Co możesz zrobić, aby mieć pewność, że wiele wspomnień nie będzie wiązało się z bólem? Co się z nimi teraz dzieje? Czy to początek czy koniec? Miłość i brutalna namiętność, które przez lata łączyły tę kobietę i tego mężczyznę, dobiegły końca. Jednak chcą się ponownie spotkać, a podpisanie dokumentów rozwodowych zajmuje więcej czasu, niż to konieczne. To noc w lobby hotelu, w którym się poznali, gdzie pojawiły się rozdzierające serce uczucia, ostre wyrzuty, oskarżycielskie milczenie, wspomnienia piekła, w którym żyli, ale także więź seksualna, która wciąż istnieje.
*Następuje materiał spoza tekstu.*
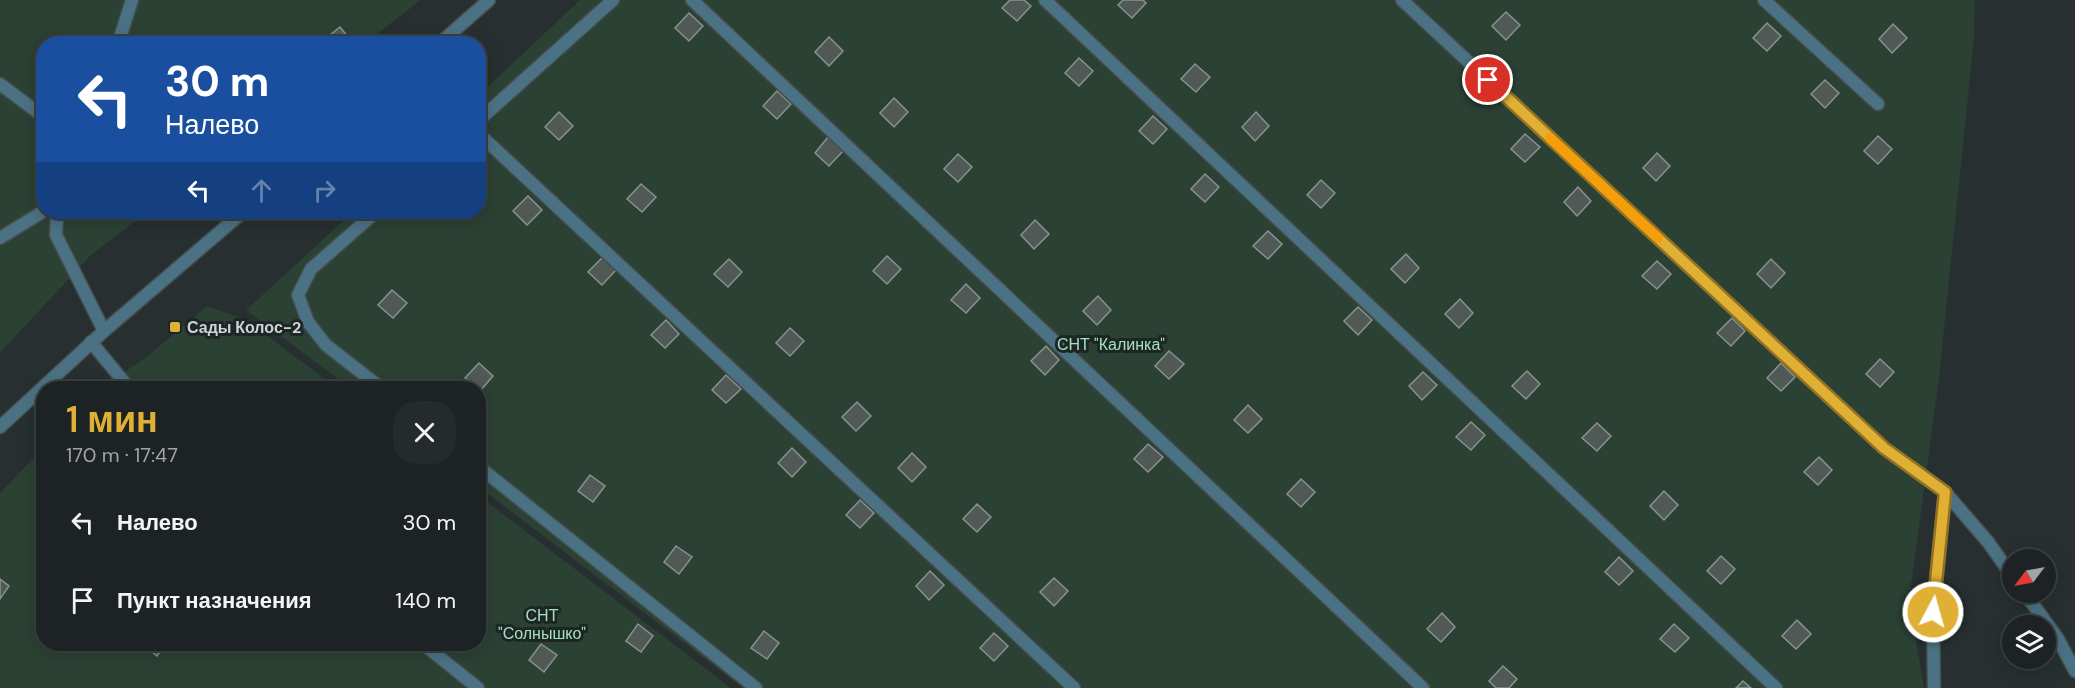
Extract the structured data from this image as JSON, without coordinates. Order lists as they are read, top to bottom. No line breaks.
{"parks":["СНТ \"Калинка\"","СНТ \"Солнышко\""],"places":{"transit":["Сады Колос-2"]},"north":"bottom left","page":{"turn":["30 m","Налево"],"heading":["1 мин","170 m · 17:47"],"list":[{"name":"Налево","value":"30 m"},{"name":"Пункт назначения","value":"140 m"}]}}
Ana Duato powraca do teatru po ponad 20 latach nieobecności u boku argentyńskiego aktora Darío Grandinettiego , który po raz pierwszy wychodzi na scenę w Hiszpanii, aby przenieść na scenę tę tragedię miłosną w sztuce La música , opartej na tekście francuskiej pisarki Marguerite Duras z 1965 roku, wyreżyserowanej przez Magüi Mirę. Spektakl będzie miał premierę 26 lutego w Teatrze Infanta Isabel w Madrycie. Nie ustalono jeszcze daty zakończenia.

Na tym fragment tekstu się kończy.